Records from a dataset
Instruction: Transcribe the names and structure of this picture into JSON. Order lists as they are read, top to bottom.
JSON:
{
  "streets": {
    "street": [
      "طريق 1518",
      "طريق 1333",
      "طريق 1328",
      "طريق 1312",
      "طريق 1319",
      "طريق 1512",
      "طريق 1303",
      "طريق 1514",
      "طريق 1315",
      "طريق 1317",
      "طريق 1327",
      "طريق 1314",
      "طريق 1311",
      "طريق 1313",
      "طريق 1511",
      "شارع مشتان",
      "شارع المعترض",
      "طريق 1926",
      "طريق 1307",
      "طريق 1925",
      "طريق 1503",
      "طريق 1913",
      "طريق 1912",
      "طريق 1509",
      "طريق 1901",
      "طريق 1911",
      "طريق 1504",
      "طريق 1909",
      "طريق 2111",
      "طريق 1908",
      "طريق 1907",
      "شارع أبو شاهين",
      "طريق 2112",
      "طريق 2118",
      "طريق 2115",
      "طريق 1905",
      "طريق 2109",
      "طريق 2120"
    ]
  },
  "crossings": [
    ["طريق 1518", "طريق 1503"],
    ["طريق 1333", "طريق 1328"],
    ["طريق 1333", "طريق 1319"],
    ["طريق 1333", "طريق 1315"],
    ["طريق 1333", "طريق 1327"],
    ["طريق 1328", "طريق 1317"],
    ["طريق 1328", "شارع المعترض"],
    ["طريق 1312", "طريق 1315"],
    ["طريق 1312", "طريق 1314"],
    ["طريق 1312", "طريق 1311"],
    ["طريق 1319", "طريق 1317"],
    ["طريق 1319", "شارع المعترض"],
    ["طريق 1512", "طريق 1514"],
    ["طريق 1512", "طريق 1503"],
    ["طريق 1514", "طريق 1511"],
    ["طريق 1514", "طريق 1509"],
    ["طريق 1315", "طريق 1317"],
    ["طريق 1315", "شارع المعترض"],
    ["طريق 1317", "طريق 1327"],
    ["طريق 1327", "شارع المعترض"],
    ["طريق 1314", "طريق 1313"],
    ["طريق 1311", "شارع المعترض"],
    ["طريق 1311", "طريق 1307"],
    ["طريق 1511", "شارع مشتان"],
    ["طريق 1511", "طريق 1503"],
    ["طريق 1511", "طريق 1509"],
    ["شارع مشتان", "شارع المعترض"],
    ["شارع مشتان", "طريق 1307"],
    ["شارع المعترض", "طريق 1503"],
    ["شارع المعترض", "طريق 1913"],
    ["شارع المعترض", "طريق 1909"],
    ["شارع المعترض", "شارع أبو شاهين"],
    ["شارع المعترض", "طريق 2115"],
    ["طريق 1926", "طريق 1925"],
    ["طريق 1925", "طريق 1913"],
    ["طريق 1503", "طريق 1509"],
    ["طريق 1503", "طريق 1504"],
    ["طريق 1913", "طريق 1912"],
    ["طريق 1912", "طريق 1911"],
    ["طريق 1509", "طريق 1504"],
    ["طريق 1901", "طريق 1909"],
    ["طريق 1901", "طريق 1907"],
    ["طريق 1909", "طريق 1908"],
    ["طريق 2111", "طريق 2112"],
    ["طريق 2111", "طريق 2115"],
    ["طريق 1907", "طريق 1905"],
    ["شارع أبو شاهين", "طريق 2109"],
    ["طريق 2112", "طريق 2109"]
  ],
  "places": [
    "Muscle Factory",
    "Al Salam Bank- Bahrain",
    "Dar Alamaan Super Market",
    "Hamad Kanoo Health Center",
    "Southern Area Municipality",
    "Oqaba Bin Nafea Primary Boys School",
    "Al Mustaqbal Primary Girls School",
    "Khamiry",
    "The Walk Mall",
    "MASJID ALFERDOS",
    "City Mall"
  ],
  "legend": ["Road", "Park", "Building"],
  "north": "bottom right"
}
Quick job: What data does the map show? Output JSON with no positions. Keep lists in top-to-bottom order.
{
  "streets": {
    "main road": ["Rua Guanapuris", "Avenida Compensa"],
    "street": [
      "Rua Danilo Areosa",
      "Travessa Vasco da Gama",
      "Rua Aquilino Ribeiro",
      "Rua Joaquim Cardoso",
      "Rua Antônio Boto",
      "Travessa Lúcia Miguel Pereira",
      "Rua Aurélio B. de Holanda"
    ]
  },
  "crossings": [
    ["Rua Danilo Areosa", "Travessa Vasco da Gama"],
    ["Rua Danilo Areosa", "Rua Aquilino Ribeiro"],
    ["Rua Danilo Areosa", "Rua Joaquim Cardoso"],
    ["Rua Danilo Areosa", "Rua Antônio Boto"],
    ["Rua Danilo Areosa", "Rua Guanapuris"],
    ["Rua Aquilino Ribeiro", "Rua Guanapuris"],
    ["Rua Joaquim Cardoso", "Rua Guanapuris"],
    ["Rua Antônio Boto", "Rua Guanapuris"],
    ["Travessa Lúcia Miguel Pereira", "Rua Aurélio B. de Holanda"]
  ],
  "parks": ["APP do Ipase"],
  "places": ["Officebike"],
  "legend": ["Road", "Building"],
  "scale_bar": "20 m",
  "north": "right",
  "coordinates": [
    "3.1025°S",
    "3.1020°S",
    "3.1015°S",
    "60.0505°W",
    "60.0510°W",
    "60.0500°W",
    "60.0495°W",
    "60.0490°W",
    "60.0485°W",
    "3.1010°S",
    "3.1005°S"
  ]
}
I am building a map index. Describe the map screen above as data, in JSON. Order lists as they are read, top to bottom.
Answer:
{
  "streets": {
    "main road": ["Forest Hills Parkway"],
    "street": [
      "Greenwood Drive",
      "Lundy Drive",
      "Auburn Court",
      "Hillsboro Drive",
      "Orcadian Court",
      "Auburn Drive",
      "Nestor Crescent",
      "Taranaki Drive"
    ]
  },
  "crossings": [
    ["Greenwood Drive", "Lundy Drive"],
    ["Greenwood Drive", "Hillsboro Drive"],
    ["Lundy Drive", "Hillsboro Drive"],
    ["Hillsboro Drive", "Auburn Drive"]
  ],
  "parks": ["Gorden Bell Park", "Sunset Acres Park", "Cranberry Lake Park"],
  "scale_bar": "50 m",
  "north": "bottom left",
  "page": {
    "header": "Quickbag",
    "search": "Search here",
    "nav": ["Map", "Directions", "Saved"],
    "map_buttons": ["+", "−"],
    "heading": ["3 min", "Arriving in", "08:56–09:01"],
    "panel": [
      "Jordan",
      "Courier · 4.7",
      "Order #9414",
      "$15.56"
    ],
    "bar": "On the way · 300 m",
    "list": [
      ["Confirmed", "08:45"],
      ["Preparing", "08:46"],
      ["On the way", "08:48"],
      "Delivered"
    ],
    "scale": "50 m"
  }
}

Exercise objective =>
Determine how many lines in the records above hold the word "مشتان", and answer with that number only.

Response to this exercise =>
4